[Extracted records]
%%
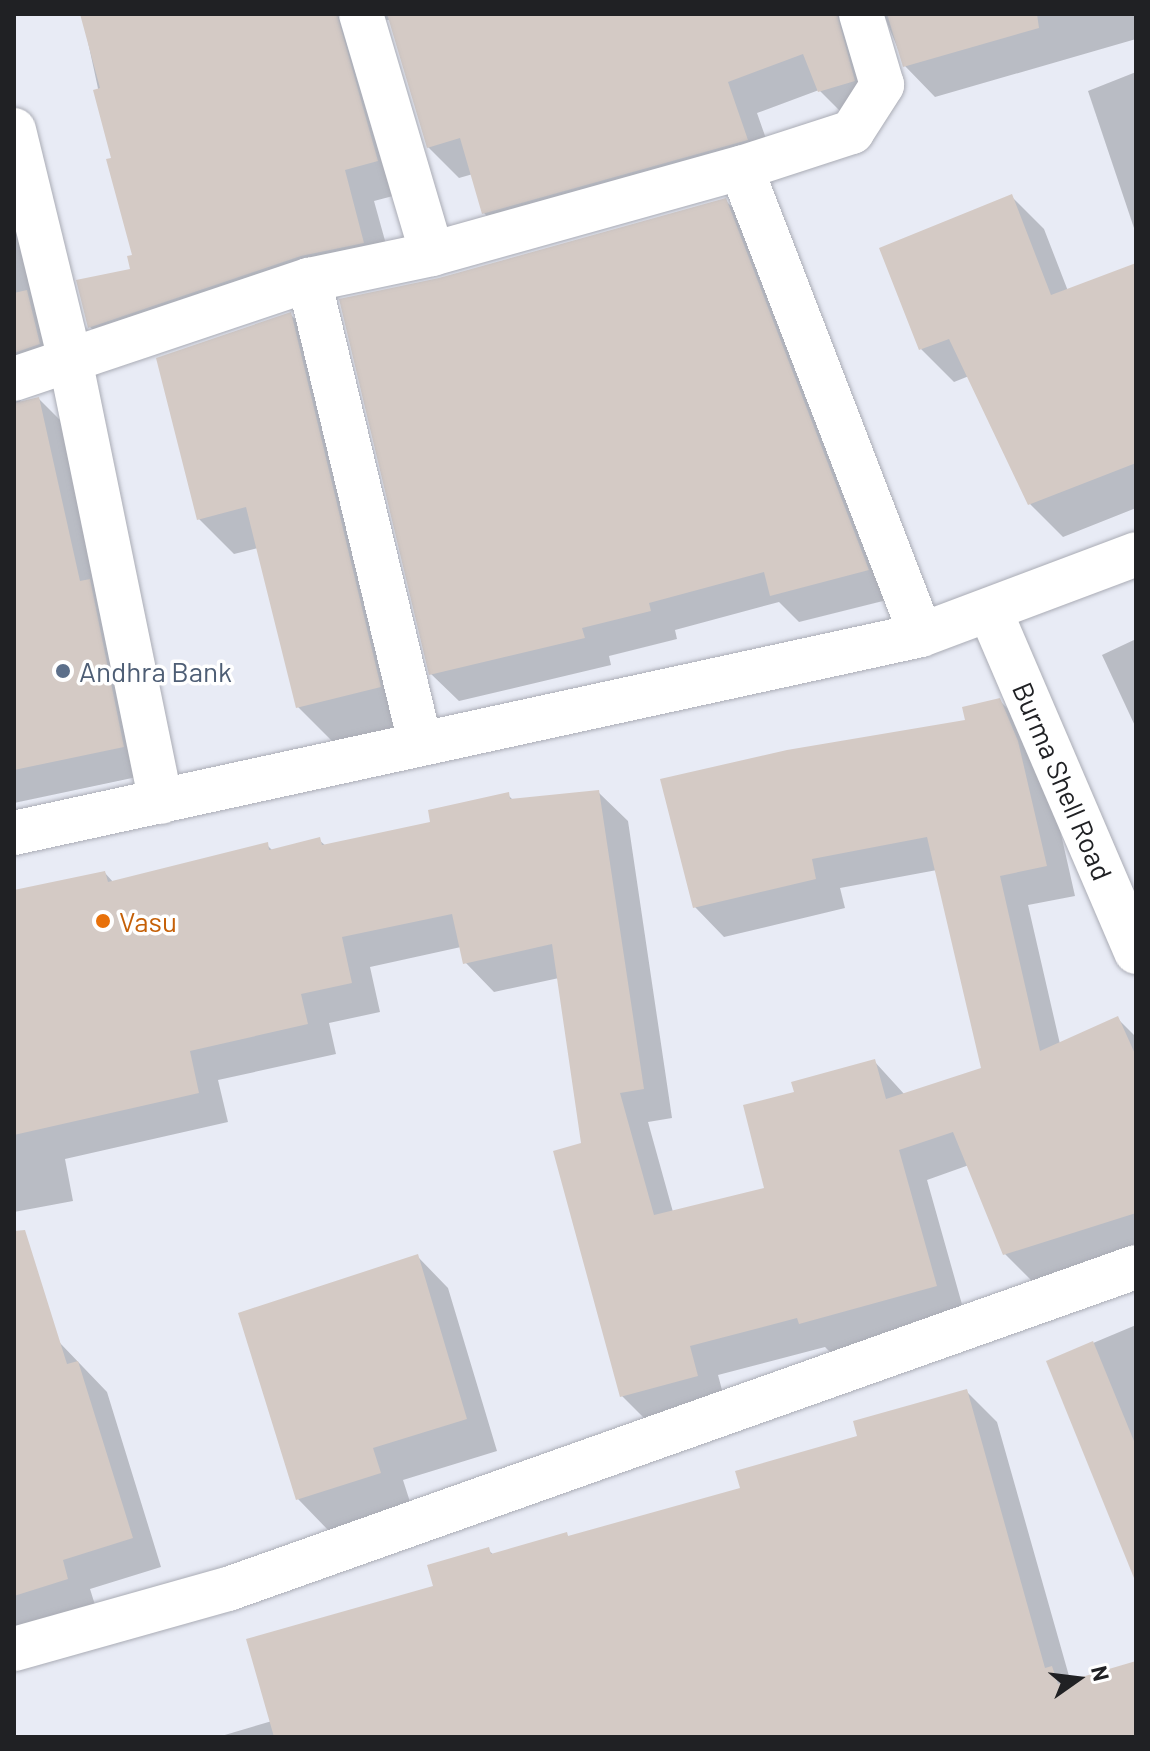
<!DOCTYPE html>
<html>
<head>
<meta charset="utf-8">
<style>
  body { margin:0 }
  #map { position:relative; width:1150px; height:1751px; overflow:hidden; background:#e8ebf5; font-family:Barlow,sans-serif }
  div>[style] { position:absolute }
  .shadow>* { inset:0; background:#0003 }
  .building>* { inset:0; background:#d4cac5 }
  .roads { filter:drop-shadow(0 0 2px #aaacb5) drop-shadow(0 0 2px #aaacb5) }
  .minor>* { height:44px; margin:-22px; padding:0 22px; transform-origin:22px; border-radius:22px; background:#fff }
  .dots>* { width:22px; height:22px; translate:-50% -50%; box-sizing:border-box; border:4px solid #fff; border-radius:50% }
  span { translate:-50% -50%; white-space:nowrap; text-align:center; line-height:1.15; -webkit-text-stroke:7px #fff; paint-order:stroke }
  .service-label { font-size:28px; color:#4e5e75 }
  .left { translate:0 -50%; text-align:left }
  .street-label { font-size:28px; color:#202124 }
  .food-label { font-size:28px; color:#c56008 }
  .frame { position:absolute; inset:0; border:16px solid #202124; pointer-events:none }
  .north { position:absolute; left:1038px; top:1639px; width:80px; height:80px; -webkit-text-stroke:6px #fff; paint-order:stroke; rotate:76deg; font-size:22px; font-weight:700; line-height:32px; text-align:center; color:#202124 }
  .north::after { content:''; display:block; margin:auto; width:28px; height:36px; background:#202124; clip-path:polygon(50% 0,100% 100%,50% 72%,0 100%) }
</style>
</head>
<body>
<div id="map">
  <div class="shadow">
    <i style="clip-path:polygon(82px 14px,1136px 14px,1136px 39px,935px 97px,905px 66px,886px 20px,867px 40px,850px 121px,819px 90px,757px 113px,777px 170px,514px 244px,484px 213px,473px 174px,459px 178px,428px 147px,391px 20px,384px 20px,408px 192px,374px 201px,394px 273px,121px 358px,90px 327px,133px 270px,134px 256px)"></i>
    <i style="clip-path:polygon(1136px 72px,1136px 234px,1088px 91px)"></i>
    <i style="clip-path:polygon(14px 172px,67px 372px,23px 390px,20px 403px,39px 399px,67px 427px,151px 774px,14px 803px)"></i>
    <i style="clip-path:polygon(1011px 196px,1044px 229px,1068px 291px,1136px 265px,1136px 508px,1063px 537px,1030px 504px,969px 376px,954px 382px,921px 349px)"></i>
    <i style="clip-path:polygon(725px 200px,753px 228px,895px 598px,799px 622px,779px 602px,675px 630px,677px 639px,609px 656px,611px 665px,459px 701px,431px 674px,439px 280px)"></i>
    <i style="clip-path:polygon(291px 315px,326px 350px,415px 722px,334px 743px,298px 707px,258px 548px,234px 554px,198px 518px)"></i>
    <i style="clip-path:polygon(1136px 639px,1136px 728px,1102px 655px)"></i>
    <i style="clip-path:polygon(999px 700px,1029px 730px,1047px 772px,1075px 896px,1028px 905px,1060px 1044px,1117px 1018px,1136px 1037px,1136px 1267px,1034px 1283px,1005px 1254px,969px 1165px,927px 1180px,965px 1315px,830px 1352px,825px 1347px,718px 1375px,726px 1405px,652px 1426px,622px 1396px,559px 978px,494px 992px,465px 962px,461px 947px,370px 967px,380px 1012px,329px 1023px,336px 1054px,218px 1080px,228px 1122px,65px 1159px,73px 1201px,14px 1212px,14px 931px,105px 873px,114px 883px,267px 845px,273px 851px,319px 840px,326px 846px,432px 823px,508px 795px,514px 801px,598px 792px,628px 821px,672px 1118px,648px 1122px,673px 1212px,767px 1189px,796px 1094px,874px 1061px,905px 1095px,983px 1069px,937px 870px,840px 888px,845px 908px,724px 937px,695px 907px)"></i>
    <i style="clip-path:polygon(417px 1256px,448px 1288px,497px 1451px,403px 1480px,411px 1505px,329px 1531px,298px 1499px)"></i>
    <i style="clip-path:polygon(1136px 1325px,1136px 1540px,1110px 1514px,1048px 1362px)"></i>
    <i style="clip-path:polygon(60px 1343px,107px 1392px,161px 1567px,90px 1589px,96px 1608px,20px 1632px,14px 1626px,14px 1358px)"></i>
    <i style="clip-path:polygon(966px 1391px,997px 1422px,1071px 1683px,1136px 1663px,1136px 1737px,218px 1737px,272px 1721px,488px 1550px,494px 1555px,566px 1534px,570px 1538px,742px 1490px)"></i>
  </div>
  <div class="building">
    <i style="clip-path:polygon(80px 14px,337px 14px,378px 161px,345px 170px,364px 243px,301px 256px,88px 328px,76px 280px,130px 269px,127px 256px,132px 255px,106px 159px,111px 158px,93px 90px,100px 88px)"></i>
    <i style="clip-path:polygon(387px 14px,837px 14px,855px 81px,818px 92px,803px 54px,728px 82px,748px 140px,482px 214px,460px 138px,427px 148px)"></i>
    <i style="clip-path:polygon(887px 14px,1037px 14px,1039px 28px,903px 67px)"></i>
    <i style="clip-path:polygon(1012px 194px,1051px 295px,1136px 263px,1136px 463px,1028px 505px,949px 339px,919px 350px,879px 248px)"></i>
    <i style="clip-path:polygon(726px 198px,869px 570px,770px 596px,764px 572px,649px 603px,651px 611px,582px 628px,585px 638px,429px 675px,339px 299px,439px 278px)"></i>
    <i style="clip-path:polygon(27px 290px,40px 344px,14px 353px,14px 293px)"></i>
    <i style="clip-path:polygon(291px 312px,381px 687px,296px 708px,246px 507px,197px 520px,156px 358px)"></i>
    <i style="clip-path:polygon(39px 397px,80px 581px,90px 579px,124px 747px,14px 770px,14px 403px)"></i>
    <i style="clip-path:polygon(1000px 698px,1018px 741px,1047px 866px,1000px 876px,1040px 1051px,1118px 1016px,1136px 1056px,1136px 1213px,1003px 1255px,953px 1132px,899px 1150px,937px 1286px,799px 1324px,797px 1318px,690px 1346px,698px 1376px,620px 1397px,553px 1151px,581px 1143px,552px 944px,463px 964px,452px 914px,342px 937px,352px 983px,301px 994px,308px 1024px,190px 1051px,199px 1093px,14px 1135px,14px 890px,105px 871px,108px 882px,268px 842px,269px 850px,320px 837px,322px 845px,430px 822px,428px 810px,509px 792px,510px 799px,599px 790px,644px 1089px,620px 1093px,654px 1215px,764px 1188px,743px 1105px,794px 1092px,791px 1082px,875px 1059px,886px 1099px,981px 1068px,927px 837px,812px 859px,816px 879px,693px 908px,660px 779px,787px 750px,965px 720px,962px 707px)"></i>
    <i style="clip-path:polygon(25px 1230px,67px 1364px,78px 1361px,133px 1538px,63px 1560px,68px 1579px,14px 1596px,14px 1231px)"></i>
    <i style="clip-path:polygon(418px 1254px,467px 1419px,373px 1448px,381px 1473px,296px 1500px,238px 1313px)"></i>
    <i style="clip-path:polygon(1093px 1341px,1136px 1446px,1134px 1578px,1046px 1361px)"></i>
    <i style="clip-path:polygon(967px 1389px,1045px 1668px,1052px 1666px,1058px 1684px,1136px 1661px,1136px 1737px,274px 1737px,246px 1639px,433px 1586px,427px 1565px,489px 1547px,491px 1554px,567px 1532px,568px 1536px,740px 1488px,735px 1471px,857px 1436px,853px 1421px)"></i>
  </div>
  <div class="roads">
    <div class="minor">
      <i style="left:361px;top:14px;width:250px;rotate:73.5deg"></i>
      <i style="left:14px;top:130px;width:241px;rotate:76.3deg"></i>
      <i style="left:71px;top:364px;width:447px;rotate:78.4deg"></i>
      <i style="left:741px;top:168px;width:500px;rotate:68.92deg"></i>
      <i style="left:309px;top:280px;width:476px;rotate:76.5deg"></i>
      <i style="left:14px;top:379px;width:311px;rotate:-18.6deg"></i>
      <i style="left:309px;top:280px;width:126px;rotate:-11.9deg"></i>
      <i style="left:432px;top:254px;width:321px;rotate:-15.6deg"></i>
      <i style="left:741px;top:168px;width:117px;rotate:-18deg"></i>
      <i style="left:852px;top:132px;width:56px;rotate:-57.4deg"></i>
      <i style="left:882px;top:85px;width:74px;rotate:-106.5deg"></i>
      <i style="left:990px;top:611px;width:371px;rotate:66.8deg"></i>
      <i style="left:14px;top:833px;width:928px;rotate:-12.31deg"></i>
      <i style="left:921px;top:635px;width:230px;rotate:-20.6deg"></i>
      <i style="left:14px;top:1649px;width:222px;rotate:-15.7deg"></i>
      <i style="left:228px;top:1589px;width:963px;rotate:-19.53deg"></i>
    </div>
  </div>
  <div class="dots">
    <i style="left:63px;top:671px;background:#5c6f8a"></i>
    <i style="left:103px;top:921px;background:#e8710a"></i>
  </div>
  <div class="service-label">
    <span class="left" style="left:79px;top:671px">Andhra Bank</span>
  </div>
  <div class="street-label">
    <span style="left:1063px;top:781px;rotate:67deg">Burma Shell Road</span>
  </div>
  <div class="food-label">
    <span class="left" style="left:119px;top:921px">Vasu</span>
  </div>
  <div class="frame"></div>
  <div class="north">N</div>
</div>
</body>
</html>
%%
[The problem] Go from the first line of the data above to the line containing "filter:drop-shadow(0 0 2px" and retype exactly those lines, both included, but none of the pictures.

[Result of this exercise]
<!DOCTYPE html>
<html>
<head>
<meta charset="utf-8">
<style>
  body { margin:0 }
  #map { position:relative; width:1150px; height:1751px; overflow:hidden; background:#e8ebf5; font-family:Barlow,sans-serif }
  div>[style] { position:absolute }
  .shadow>* { inset:0; background:#0003 }
  .building>* { inset:0; background:#d4cac5 }
  .roads { filter:drop-shadow(0 0 2px #aaacb5) drop-shadow(0 0 2px #aaacb5) }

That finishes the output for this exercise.